Ah, religion and politics – two things I wish we had far less of in the world. But, alas, we do not. Focusing on the former, I’ll come out and say that I’m not the most religious person. On one hand, I want to believe but the way I’m wired (logical) just says…I can’t do it. But I won’t turn this into a theological debate, no one’s to say who’s right and who’s wrong. Well, I guess there are plenty who will say who’s right and who’s wrong – that’s one of my problems with religion. But, turning our attention to the wonderful world of film, movies about religion are, by and large, scary. I’ve often wondered why. Do they prey upon people’s beliefs? Do they show divine power and all its capable of? Or do they just want to make an entertaining film and horror is the best/most effective way to go about it? Whatever the case, we’ve got Immaculate. And if you know anything about religion, you’ll get the title. If not, you won’t be lost – it’s pretty easy to figure out.

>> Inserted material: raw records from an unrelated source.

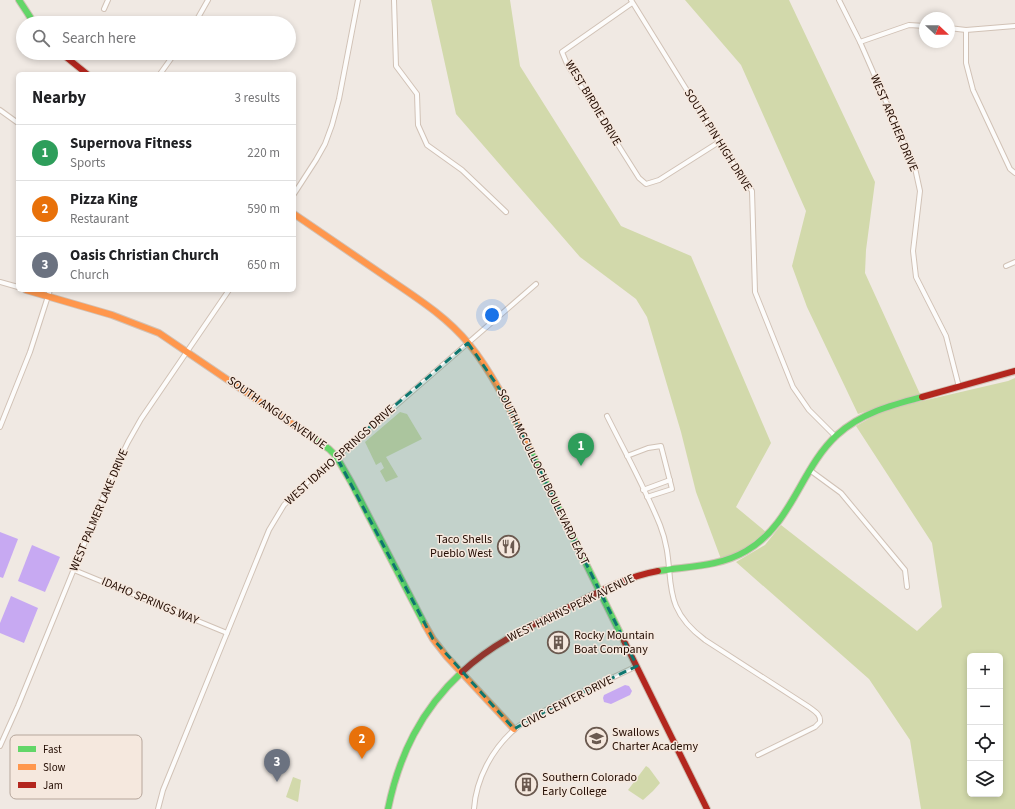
<!DOCTYPE html>
<html lang="en">
<head>
<meta charset="utf-8">
<style>
  :root { --surface:#fff; --page:#f6f6f6; --text:#202124; --muted:#757577; --line:#e0e0e0; --accent:#b45309 }
  body { margin:0; font-family:"Source Sans 3",sans-serif; background:var(--page); color:var(--text) }
  .controls { position:absolute; right:12px; bottom:12px; display:grid; overflow:hidden; border-radius:6px; box-shadow:0 2px 6px #0003 }
  .controls button { width:36px; height:36px; display:grid; place-items:center; padding:0; border:0; border-bottom:1px solid var(--line); background:var(--surface); color:var(--text); font:20px sans-serif }
  .compass { position:absolute; left:919px; top:12px; width:36px; height:36px; border-radius:50%; background:var(--surface); box-shadow:0 2px 6px #0003; rotate:112deg }
  .you { position:absolute; left:492px; top:315px; width:14px; height:14px; margin:-10px; border:3px solid #fff; border-radius:50%; background:#1a73e8; box-shadow:0 0 0 6px #1a73e833 }
  .badge { display:grid; place-items:center; width:26px; height:26px; border-radius:50%; background:var(--accent); color:#fff; font-size:13px; font-weight:700 }
  .pin { position:absolute; translate:-50% -33px; filter:drop-shadow(0 1px 2px #0008) }
  .pin::after { content:''; position:absolute; top:21px; width:14px; height:12px; background:inherit; clip-path:polygon(0 0,100% 0,50% 100%) }
  .list { margin:0; padding:0; list-style:none }
  h2 { display:flex; justify-content:space-between; align-items:center; height:52px; margin:0; padding:0 16px; font-size:17px }
  h2 small { font-size:13px; font-weight:400; color:var(--muted) }
  .list li { display:grid; grid-template-columns:26px 1fr auto; gap:12px; align-items:center; box-sizing:border-box; height:56px; padding:0 16px; border-top:1px solid var(--line) }
  .list b { display:block; font-size:15px; white-space:nowrap }
  .list p { margin:0; font-size:13px; white-space:nowrap; color:var(--muted) }
  .list em { font-size:13px; font-style:normal; color:var(--muted) }
  .icon { flex:none; width:22px; height:22px; fill:none; stroke:currentColor; stroke-width:2; stroke-linecap:round; stroke-linejoin:round }
  .map { position:relative; flex:none; width:1015px; height:809px; overflow:hidden }
  .search { position:absolute; background:var(--surface); box-shadow:0 2px 6px #0003; left:16px; top:16px; width:280px; height:44px; display:flex; align-items:center; gap:10px; box-sizing:border-box; padding:0 14px; border-radius:22px; color:var(--muted); font-size:15px }
  .panel { position:absolute; background:var(--surface); box-shadow:0 2px 6px #0003; left:16px; top:72px; width:280px; height:220px; border-radius:6px }
  .map>svg:first-child { display:block }
  .green { fill:#d2d9ab; fill-rule:evenodd }
  .water { fill:#c7a9f2 }
  .lines { fill:none; stroke-linecap:round; stroke-linejoin:round }
  .street-casing { stroke:#d1c2b6; stroke-width:6 }
  .fast-casing { stroke:#d1c2b6; stroke-width:8 }
  .slow-casing { stroke:#d1c2b6; stroke-width:8 }
  .jam-casing { stroke:#d1c2b6; stroke-width:8 }
  .street { stroke:#fdfcfb; stroke-width:4 }
  .fast { stroke:#63d668; stroke-width:6 }
  .slow { stroke:#ff974d; stroke-width:6 }
  .jam { stroke:#b3261e; stroke-width:6 }
  .marked { fill:#0f766e; fill-opacity:0.2; stroke:#0f766e; stroke-width:3; stroke-dasharray:8 5; stroke-linejoin:round }
  .labels { text-anchor:middle; dominant-baseline:central; stroke-width:3; stroke-linejoin:round; paint-order:stroke }
  .street-label { font-size:12px; fill:#220b00; stroke:#f5e8de }
  .poi-label { font-size:12px; fill:#220b00; stroke:#f5e8de; text-anchor:start }
  .key { fill:#f5e8de; stroke:#b6a69b; stroke-width:1 }
  .key-label { font-size:11px; fill:#220b00 }
</style>
</head>
<body>
<div class="map">
<svg width="1015" height="809" viewBox="0 0 1015 809">
  <rect width="100%" height="100%" fill="#f0e9e3"/>
  <!-- green -->
  <g class="green">
    <polygon points="431,0 510,0 520,66 621,226 691,256 771,443 736,507 766,532 743,550 721,559 696,492 681,432 647,317 636,299 580,257 456,114"/>
    <polygon points="685,0 789,0 875,182 866,250 865,273 920,394 858,414 807,307 792,266 806,211 741,65"/>
    <path d="M1015 378V809H921L910 740 869 679 736 562 765 545 781 525 917 631 942 607 932 543 856 426 881 412 905 405 1008 381ZM970 656H1000V794H970Z"/>
    <polygon points="400,412 407,414 422,439 386,457 398,477 386,482 380,471 384,468 381,462 376,465 365,442"/>
    <polygon points="646,766 649,768 660,783 653,791 643,800 628,790"/>
    <polygon points="293,777 301,780 298,802 286,797"/>
  </g>
  <!-- water -->
  <g class="water">
    <polygon points="0,532 18,539 3,578 0,577"/>
    <polygon points="32,545 60,557 45,592 18,581"/>
    <polygon points="11,596 38,608 24,643 0,633 0,623"/>
    <polygon points="625,685 629,686 632,691 630,695 611,704 604,702 603,698 604,695"/>
  </g>
  <g class="lines">
    <defs>
      <g id="street">
        <polyline points="394,0 396,66 417,94 418,125 427,145 462,170 506,212"/>
        <polyline points="631,0 719,142 752,191 755,292 793,387 809,410 836,437"/>
        <polyline points="839,0 860,42 915,168 920,191 913,251 916,277 946,336 959,387"/>
        <polyline points="632,3 562,52 567,64 639,178 646,184 659,180 719,142"/>
        <polyline points="104,9 108,0"/>
        <polyline points="195,23 208,0"/>
        <polyline points="949,28 966,30 1015,26"/>
        <polyline points="966,30 966,63 973,90 1010,169 1015,173"/>
        <polyline points="860,42 909,25 925,26"/>
        <polyline points="160,74 175,53"/>
        <polyline points="0,110 18,123"/>
        <polyline points="294,194 316,160 325,144 332,125 339,99 358,0"/>
        <polyline points="1006,266 1015,262"/>
        <polyline points="0,282 18,287"/>
        <path d="M607 416C625 452 645 488 660 525 679 573 655 603 705 640L809 707C814 711 821 714 820 722L815 727 758 755"/>
        <polyline points="0,427 30,352 50,290"/>
        <polyline points="627,456 648,448 661,446 672,489 647,497"/>
        <polyline points="811,471 841,493 905,570 907,587"/>
        <polyline points="643,490 670,480"/>
        <polyline points="74,570 227,633"/>
        <polyline points="0,746 18,706 114,471 128,442 141,419 229,290"/>
        <polyline points="158,809 163,790 269,530 284,505 302,487 536,284"/>
        <path d="M474 809C476 779 492 749 515 729 525 720 539 714 551 707 579 693 608 680 637 666"/>
      </g>
      <g id="fast">
        <polyline points="19,0 34,23"/>
        <polyline points="313,438 329,449 336,456 351,482 425,625"/>
        <polyline points="529,448 624,641"/>
        <path d="M658 571C688 566 719 567 746 551 792 525 800 469 837 435 861 413 892 405 922 397"/>
        <path d="M388 809C399 755 421 710 462 672"/>
      </g>
      <g id="slow">
        <path d="M294 214C326 236 357 257 389 279 417 298 447 317 469 344 494 375 511 412 529 448"/>
        <polyline points="26,290 112,315 159,333 313,438"/>
        <polyline points="425,625 433,639 447,657 514,729"/>
      </g>
      <g id="jam">
        <polyline points="61,53 87,74"/>
        <polyline points="922,397 1015,371"/>
        <polyline points="624,641 707,809"/>
        <path d="M462 672C492 644 528 627 565 609 595 594 624 577 658 571"/>
      </g>
    </defs>
    <!-- street casing -->
    <use href="#street" class="street-casing"/>
    <!-- fast casing -->
    <use href="#fast" class="fast-casing"/>
    <!-- slow casing -->
    <use href="#slow" class="slow-casing"/>
    <!-- jam casing -->
    <use href="#jam" class="jam-casing"/>
    <!-- street -->
    <use href="#street" class="street"/>
    <!-- fast -->
    <use href="#fast" class="fast"/>
    <!-- slow -->
    <use href="#slow" class="slow"/>
    <!-- jam -->
    <use href="#jam" class="jam"/>
  </g>
  <!-- marked area -->
  <path class="marked" d="M468 343 499 388 637 666 562 702 514 729 433 639 336 456Z"/>
  <!-- icons -->
  <defs>
    <symbol id="restaurant-ring" viewBox="-11 -11 22 22"><circle r="9.5" fill="#f5e8de" stroke="#6a594f" stroke-width="1.5"/><path d="M-5-6h1v4h1v-4h1v4h1v-4h1v5L-1.5 .5V6h-2V.5L-5-1ZM5-6V6H3V1.5H1.5Q1.5-4 5-6Z" fill="#6a594f"/></symbol>
    <symbol id="building-ring" viewBox="-11 -11 22 22"><circle r="9.5" fill="#f5e8de" stroke="#6a594f" stroke-width="1.5"/><path d="M-4-6H4V6H1V3H-1V6H-4ZM-2.5-4.3h1.7v1.8h-1.7ZM.8-4.3h1.7v1.8H.8ZM-2.5-1h1.7V.8h-1.7ZM.8-1h1.7V.8H.8Z" fill="#6a594f"/></symbol>
    <symbol id="school-ring" viewBox="-11 -11 22 22"><circle r="9.5" fill="#f5e8de" stroke="#6a594f" stroke-width="1.5"/><path d="M0-5L7-2L0 1L-7-2ZM-4 1L0 2.5L4 1V4Q0 6-4 4Z" fill="#6a594f"/></symbol>
  </defs>
  <g fill-rule="evenodd">
    <use href="#restaurant-ring" x="496" y="534" width="25" height="25"/>
    <use href="#building-ring" x="546" y="630" width="25" height="25"/>
    <use href="#school-ring" x="584" y="726" width="25" height="25"/>
    <use href="#building-ring" x="514" y="772" width="25" height="25"/>
  </g>
  <g class="labels">
    <!-- street labels -->
    <g class="street-label">
      <text transform="translate(593 103) rotate(59)">WEST BIRDIE DRIVE</text>
      <text transform="translate(894 123) rotate(67)">WEST ARCHER DRIVE</text>
      <text transform="translate(718 140) rotate(58)">SOUTH PIN HIGH DRIVE</text>
      <text transform="translate(277 413) rotate(35)">SOUTH ANGUS AVENUE</text>
      <text transform="translate(340 455) rotate(-42)">WEST IDAHO SPRINGS DRIVE</text>
      <text transform="translate(543 477) rotate(64)">SOUTH MCCULLOCH BOULEVARD EAST</text>
      <text transform="translate(99 510) rotate(-67)">WEST PALMER LAKE DRIVE</text>
      <text transform="translate(150 601) rotate(23)">IDAHO SPRINGS WAY</text>
      <text transform="translate(571 608) rotate(-26)">WEST HAHNS PEAK AVENUE</text>
      <text transform="translate(567 702) rotate(-27)">CIVIC CENTER DRIVE</text>
    </g>
    <!-- poi labels -->
    <g class="poi-label">
      <text x="492" y="539" text-anchor="end">Taco Shells<tspan x="492" dy="14">Pueblo West</tspan></text>
      <text x="574" y="635">Rocky Mountain<tspan x="574" dy="14">Boat Company</tspan></text>
      <text x="612" y="732">Swallows<tspan x="612" dy="14">Charter Academy</tspan></text>
      <text x="542" y="777">Southern Colorado<tspan x="542" dy="14">Early College</tspan></text>
    </g>
  </g>
  <!-- legend -->
  <rect x="10" y="735" width="132" height="64" rx="6" class="key"/>
  <rect x="18" y="746" width="18" height="6" fill="#63d668"/>
  <rect x="18" y="764" width="18" height="6" fill="#ff974d"/>
  <rect x="18" y="782" width="18" height="6" fill="#b3261e"/>
  <g class="key-label">
    <text x="43" y="753">Fast</text>
    <text x="43" y="771">Slow</text>
    <text x="43" y="789">Jam</text>
  </g>
</svg>
<div class="controls">
<button>+</button>
<button>−</button>
<button><svg class="icon" aria-label="locate" viewBox="0 0 24 24"><circle cx="12" cy="12" r="6"/><path d="M12 2v4M12 18v4M2 12h4M18 12h4"/></svg></button>
<button><svg class="icon" aria-label="layers" viewBox="0 0 24 24"><path d="M12 4l9 5-9 5-9-5zM3 14l9 5 9-5"/></svg></button>
</div>
<svg class="compass" viewBox="-18 -18 36 36"><path d="M0-13l5 13h-10z" fill="#e53935"/><path d="M0 13l5-13h-10z" fill="#757577"/></svg>
<div class="you"></div>
<div class="pin badge" style="left:581px;top:466px;background:#2e9e5b">1</div>
<div class="pin badge" style="left:362px;top:759px;background:#e8710a">2</div>
<div class="pin badge" style="left:277px;top:782px;background:#6b7280">3</div>
<div class="search"><svg class="icon" aria-label="search" viewBox="0 0 24 24"><circle cx="10" cy="10" r="6"/><path d="M15 15l6 6"/></svg>Search here</div>
<section class="panel">
<h2>Nearby<small>3 results</small></h2>
<ul class="list">
<li><span class="badge" style="background:#2e9e5b">1</span><div><b>Supernova Fitness</b><p>Sports</p></div><em>220 m</em></li>
<li><span class="badge" style="background:#e8710a">2</span><div><b>Pizza King</b><p>Restaurant</p></div><em>590 m</em></li>
<li><span class="badge" style="background:#6b7280">3</span><div><b>Oasis Christian Church</b><p>Church</p></div><em>650 m</em></li>
</ul>
</section>
</div>
</body>
</html>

I’ll preface this plot section by saying that there’s a central twist to this film and to let the cat out of the bag would be very unfair to those that haven’t seen the film. Fear not though, there’s plenty to discuss. Sister Cecilia (Sydney Sweeney) has just arrived at a convent in the lush, Italian countryside. She’s quickly greeted and warned that Father Sal (Álvaro Morte) has a knack for recruiting “broken birds.” And it’s not long after arriving that Cecilia finds herself…pregnant. This is especially significant seeing how she’s a virgin. I trust I won’t need to spell out the film’s title and Cecilia’s “condition.” The film essentially follows her as she tries to make sense of this scenario, though she does witness things taking place behind the scenes that are simply…eerie. We get a bit more backstory with some obvious clues to the film’s third act: we learn of catacombs under the convent that are “off limits” so we know they factor in later. And so forth.

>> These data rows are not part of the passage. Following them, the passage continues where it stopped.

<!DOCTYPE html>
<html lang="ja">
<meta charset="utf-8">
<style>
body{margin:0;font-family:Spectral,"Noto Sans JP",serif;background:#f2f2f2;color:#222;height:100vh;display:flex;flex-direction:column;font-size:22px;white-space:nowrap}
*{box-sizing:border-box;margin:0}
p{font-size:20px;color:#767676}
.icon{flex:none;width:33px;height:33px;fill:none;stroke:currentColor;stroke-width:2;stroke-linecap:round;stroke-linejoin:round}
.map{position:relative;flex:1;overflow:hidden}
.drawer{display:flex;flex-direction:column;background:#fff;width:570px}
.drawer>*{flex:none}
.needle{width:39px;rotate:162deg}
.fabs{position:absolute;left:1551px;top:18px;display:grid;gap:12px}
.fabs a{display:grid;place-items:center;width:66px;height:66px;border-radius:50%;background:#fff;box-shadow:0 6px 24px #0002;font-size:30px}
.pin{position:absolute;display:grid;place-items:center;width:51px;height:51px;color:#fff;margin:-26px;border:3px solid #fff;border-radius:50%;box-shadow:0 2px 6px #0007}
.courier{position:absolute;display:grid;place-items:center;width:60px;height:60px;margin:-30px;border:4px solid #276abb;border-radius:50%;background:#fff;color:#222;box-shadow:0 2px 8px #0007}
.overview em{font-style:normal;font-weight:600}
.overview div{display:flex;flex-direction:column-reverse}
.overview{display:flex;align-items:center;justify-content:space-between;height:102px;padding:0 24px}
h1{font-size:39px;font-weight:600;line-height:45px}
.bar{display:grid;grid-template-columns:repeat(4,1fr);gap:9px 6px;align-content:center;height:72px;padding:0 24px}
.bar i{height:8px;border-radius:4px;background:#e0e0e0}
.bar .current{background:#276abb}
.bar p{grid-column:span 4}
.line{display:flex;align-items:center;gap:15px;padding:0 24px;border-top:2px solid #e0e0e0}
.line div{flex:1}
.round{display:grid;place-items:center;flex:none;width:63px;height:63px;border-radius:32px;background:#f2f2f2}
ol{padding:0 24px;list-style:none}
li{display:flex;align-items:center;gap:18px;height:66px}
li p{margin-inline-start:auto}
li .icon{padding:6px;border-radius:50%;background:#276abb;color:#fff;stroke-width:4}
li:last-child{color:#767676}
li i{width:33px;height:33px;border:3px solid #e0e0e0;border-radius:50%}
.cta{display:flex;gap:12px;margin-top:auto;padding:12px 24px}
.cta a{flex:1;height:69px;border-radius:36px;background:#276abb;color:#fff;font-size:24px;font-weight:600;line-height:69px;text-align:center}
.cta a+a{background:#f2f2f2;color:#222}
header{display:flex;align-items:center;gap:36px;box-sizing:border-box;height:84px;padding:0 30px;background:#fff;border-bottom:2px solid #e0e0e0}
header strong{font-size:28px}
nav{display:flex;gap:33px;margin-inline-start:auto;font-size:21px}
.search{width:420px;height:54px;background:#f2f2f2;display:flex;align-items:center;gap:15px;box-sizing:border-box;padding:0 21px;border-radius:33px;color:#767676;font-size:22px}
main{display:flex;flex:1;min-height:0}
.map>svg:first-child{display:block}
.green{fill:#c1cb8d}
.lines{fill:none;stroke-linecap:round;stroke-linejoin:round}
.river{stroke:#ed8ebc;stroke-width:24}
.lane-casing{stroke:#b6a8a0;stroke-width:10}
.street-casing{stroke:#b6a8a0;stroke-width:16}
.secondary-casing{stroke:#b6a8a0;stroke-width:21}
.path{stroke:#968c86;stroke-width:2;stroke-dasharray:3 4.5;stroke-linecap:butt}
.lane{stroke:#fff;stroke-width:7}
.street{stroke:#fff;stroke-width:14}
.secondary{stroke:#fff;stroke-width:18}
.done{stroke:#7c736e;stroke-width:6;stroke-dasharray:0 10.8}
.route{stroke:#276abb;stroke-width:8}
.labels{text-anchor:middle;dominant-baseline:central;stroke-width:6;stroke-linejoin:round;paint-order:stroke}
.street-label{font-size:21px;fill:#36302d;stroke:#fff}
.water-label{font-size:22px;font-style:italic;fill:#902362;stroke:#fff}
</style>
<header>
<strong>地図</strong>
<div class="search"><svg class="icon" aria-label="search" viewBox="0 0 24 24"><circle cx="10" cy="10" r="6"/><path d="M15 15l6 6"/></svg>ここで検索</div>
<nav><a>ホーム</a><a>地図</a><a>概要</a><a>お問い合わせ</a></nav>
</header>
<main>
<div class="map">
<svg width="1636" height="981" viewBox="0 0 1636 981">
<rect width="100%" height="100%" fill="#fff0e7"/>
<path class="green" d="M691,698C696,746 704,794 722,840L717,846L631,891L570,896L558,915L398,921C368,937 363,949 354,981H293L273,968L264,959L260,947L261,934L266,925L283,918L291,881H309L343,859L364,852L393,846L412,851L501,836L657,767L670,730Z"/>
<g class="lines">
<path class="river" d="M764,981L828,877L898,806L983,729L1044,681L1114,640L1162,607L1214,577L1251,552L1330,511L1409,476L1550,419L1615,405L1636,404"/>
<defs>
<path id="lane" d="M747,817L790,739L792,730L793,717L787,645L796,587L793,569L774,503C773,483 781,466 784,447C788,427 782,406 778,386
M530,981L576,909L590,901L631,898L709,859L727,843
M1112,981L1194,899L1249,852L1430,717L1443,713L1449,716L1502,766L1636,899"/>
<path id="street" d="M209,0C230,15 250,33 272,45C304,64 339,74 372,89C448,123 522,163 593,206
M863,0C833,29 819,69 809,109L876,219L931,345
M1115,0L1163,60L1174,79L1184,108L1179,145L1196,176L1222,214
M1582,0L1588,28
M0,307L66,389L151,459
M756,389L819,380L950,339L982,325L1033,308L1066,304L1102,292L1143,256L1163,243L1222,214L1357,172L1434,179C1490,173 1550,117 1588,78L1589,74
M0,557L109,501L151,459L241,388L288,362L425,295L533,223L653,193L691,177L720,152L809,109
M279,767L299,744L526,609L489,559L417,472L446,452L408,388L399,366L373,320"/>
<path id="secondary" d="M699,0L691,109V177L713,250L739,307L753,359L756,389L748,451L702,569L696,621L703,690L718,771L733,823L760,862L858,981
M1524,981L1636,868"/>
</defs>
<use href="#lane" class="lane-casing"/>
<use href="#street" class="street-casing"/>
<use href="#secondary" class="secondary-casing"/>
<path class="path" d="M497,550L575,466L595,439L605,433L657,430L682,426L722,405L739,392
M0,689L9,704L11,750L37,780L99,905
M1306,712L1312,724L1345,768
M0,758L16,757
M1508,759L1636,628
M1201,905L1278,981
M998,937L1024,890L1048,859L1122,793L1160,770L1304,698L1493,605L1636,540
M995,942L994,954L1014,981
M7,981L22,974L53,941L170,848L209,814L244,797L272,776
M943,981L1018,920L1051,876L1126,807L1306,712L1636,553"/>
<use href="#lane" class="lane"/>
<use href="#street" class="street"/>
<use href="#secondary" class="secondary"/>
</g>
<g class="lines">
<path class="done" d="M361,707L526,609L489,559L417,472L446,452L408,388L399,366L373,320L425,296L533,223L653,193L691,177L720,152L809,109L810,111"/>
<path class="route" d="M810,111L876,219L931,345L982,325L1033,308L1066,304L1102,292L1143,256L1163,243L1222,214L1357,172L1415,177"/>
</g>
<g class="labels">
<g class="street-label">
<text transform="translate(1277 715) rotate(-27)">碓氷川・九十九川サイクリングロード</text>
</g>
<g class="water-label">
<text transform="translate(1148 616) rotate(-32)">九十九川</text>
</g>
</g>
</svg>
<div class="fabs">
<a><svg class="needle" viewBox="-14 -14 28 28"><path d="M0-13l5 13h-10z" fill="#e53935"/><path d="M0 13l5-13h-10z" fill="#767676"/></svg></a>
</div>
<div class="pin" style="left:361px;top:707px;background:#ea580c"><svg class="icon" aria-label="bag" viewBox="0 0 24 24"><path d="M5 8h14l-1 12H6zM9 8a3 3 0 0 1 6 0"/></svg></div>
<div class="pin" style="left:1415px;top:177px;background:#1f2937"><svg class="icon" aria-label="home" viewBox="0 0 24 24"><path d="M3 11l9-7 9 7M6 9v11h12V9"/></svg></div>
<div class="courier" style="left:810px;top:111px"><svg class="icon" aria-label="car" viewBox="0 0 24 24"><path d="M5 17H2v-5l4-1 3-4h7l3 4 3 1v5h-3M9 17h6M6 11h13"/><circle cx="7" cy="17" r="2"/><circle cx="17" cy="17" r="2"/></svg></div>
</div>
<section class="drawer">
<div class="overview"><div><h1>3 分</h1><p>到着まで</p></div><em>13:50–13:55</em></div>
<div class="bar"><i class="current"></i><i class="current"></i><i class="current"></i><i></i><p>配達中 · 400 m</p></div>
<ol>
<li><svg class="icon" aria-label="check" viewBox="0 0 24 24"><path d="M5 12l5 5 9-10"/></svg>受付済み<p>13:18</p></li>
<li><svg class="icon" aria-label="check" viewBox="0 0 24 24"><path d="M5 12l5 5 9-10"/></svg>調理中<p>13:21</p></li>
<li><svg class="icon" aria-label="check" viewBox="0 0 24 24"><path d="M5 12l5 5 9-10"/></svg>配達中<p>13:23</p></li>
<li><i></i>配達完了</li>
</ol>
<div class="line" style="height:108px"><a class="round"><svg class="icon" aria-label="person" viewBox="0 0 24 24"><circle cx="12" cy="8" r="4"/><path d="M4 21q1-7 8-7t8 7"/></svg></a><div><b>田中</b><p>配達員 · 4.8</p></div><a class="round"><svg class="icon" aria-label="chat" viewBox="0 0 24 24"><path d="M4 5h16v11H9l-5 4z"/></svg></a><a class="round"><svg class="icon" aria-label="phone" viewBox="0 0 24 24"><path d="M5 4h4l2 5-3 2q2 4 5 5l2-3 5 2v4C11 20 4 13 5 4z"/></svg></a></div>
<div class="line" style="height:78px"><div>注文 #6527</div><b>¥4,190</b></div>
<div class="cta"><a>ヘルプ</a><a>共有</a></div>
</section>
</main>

The film works on a few levels and it does so in a very unique way. On one hand we could look at it as a woman trying to do what she wants with her own body. And yes, there’s a clear parallel to a certain court case that was recently overturned. You read between the lines. On another level we find that the “church officials” are doing “God’s work” and when you’re doing the work of the lord, it’s very easy to justify anything and everything to complete the mission. This is my main been with Christianity. I actually worked at a church and we were praying for someone who had Cancer. I was told that if she lived, it was due to the “power of prayer” and if she died that it was simply “God’s will.” I said “Well that’s pretty convenient.” It wasn’t long after my statement that I was looking for a new job. My personal jaded history aside, I have to say that I enjoyed this one more than I thought. And this really isn’t the film to ogle Sydney Sweeney’s body – there are other films for that. Take it with a grain of salt and you’ll have a good time.

Video: How’s it look?

Having been to the Italian countryside once in my life, I can say that this film has a few moments that are breathtakingly beautiful. And, let’s face it, Sydney Sweeney isn’t exactly hard on the eyes. But, by and large, this 1.85:1 AVC HD encode does veer towards the darker side (for obvious reasons). I really had no issues with black crush, blocking or anything else negative that can be associated with a “darker-themed” film. Flesh tones are a bit on the muted side, though some of the sweeping views more than make up for it. Let’s face it, at this point in time any new to Blu-ray film will look pretty darn good. This is no exception.

Audio: How’s it sound?

The film’s DTS HD Master Audio soundtrack is used, most of the time, to great effect. As we might imagine when the movie turns into the “horror” part, we get an uptick in the audio. By and large, the spacious soundstage is used wisely and effectively with the front stage taking on the burden of the mix. Surrounds, when used, do offer up a bit more ambiance. Vocals, as expected, are pure, sharp and crisp. It’s a good-sounding mix that’ll surely please.

Supplements: What are the extras?

  • Audio Commentary – The film’s only supplement comes in the form of an audio commentary with director Michael Mohan. Mohan is pretty articulate and describes what he was trying to accomplish with the film, the casting, the locale and all the other ‘essential’ parts of a decent track. Obviously, like the film itself, it’s not too long so fans should get a kick out of it. I did.

The Bottom Line

In the pantheon of “religious horror” films this one isn’t exactly at the top of my list, but it’s a lot better than I was expecting. Sydney Sweeney’s performance was amazing as well. I wasn’t expecting that (rather “just another pretty face”). The film looks and sounds good, but with only one extra – this one might a hard sell.